A Reasoned Analysis: ‘Living and Dying Well’ have produced a compelling Briefing against ‘Assisted Dying Bill’

Oct 5, 2021 | News

A Reasoned Analysis: Living and Dying Well have produced a compelling Briefing which sets out the case against The Assisted Dying Bill

Background


Baroness Meacher’s Private Member’s Assisted Dying Bill would “enable adults who are terminally ill to be provided at their request with specified assistance to end their own lives”. It would license doctors to supply lethal drugs, on request, to terminally ill patients who appeared to meet certain conditions. This is assisting suicide, which is prohibited by the Suicide Act of 1961.
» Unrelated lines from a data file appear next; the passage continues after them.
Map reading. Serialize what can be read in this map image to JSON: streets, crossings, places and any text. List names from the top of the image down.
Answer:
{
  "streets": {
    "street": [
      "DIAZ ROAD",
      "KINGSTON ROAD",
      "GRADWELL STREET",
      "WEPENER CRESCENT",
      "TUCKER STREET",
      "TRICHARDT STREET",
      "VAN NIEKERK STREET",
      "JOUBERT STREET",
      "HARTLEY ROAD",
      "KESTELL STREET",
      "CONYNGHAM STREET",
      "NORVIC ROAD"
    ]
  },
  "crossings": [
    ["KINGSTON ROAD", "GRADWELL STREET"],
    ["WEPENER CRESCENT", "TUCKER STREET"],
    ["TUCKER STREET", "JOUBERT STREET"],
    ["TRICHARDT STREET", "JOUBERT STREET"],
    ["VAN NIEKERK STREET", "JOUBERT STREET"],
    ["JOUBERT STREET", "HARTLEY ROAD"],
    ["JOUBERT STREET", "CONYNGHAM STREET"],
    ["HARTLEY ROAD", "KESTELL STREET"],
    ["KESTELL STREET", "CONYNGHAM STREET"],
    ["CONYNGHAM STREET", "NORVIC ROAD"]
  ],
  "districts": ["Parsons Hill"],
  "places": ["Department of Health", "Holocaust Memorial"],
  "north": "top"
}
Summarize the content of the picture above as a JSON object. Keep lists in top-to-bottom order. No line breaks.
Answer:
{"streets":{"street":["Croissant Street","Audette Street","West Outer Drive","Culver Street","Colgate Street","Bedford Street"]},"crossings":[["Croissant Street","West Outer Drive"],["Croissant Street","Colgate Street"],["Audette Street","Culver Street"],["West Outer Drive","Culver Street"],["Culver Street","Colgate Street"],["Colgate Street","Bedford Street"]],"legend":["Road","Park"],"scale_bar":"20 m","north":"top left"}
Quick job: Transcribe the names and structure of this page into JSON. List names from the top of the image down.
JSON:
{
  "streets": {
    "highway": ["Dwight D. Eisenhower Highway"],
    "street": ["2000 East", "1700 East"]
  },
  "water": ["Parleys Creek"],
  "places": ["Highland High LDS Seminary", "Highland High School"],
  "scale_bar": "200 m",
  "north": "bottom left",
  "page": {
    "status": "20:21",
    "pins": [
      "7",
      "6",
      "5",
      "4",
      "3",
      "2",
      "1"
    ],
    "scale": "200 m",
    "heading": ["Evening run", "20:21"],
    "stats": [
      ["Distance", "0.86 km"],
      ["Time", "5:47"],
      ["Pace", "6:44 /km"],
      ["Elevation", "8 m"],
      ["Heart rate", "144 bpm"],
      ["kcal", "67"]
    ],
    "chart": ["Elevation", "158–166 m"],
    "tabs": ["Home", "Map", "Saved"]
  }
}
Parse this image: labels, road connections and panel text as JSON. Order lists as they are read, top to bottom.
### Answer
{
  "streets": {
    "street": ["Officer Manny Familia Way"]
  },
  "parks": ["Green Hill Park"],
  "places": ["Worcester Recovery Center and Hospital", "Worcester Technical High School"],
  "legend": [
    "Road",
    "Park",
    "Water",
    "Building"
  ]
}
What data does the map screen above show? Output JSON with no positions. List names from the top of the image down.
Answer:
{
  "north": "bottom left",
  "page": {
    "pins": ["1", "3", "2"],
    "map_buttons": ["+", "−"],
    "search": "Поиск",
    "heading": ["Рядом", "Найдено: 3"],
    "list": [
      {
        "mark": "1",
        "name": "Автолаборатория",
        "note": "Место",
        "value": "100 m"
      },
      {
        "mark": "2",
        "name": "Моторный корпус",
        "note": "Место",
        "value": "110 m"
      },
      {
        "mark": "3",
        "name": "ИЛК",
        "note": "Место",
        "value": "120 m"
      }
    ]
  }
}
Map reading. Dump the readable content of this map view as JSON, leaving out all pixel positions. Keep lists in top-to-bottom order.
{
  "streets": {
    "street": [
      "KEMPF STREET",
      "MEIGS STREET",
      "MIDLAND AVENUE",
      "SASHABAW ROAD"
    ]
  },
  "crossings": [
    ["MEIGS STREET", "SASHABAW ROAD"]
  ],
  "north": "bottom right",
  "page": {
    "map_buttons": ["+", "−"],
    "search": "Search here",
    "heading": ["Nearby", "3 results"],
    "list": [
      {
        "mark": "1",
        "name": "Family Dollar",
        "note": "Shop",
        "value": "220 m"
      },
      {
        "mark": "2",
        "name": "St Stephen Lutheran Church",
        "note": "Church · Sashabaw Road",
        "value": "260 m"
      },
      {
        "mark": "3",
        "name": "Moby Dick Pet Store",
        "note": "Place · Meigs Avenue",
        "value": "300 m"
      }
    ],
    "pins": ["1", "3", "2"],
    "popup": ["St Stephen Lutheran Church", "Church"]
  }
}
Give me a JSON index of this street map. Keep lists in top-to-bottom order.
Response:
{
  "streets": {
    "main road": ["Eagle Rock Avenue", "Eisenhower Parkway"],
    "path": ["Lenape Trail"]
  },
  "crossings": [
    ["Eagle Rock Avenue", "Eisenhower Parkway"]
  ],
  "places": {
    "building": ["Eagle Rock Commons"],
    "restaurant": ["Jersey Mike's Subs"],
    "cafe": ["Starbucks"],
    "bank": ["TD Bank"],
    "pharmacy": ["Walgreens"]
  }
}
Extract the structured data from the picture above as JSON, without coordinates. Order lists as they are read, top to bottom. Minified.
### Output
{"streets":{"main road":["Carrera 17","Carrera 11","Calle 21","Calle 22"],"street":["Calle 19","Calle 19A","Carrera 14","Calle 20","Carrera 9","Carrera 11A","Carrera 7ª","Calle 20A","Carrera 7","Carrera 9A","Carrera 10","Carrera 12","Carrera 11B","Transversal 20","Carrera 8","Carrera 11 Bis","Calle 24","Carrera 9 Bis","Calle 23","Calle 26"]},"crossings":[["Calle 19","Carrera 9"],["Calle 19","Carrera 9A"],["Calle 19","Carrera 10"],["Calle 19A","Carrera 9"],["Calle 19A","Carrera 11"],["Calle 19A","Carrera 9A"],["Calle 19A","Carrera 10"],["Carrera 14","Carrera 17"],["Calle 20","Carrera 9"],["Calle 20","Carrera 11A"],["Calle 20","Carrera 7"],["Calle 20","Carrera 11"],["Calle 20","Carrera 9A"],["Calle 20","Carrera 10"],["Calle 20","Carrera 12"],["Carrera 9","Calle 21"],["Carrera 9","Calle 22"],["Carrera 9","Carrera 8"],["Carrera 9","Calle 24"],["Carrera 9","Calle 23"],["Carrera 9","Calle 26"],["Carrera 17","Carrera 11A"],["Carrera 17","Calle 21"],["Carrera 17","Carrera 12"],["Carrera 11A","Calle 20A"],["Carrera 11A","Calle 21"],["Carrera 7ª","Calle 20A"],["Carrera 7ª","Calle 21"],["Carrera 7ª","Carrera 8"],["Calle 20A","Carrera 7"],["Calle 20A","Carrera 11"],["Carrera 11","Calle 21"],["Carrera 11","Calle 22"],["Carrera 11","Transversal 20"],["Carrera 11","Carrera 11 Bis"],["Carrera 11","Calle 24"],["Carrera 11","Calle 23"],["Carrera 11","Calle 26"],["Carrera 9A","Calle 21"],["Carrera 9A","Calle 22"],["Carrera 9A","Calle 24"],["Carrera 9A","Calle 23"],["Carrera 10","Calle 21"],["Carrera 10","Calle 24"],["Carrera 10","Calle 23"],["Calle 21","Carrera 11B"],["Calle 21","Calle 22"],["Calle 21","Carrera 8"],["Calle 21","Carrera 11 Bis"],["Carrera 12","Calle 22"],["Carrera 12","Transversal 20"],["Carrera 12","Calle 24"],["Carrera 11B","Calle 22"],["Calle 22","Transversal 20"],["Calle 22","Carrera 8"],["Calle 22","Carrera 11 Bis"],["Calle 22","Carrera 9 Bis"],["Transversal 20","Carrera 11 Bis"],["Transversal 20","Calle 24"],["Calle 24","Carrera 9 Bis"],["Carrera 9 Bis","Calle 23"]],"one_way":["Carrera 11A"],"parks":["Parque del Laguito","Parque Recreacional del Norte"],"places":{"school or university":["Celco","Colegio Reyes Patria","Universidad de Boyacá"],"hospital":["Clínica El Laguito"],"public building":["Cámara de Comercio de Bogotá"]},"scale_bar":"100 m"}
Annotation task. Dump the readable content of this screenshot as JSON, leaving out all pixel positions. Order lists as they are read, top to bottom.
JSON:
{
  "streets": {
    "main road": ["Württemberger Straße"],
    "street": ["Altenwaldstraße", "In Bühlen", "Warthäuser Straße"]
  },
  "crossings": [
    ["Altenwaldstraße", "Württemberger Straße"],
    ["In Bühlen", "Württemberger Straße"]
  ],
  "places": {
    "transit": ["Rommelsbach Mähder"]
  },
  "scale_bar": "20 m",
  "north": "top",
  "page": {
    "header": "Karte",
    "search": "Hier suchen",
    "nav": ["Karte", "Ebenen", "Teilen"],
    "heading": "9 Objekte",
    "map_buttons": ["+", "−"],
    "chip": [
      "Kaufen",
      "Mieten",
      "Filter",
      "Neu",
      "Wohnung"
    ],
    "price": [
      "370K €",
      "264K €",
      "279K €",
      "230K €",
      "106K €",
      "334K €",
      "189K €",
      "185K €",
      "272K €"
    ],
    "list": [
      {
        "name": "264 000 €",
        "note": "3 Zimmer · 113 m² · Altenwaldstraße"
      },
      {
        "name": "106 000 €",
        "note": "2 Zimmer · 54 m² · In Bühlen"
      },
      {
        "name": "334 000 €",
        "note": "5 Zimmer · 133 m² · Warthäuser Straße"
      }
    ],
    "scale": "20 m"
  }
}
Should the existing law be changed?


Suicide was decriminalised in 1961, but the Act1 made clear that encouraging or assisting suicide remains a criminal offence. It recognises the tragedy of suicide, the public interest in third parties not being involved in the suicide of another and underpins the public policy of suicide prevention.
The existing law provides penalties in reserve that are sufficient to make anyone contemplating assisting another person’s suicide to think very carefully. The Director of Public Prosecutions (DPP) has discretion not to prosecute if it is clear that any assistance given had been wholly motivated by compassion, without any malicious intent. Such a decision is made under the “public interest test” despite there being evidence of an offence having been committed. Prosecution for assisting suicide is rare. Fewer than 20 cases annually throughout the whole of England and Wales reach the DPP. In the last 10 years there have been three prosecutions2 when broader criminal intent motivated the assistance of suicide. The law works well as a deterrent against assistance of suicide for personal gain.
Laws send social messages. The Bill suggests that if a patient is terminally ill then seeking lethal drugs is something that he or she should consider and that it may even be a moral duty. Yet most terminally ill people want to live and know that society wants them to live. They can be anxious, often needlessly, about how their illness will develop or worried about the burdens it is imposing on those around them. In such cases the Bill’s negative messaging has the potential to cause harm. It will add anxiety and pressure at the end of life and increase suffering rather than relieve it.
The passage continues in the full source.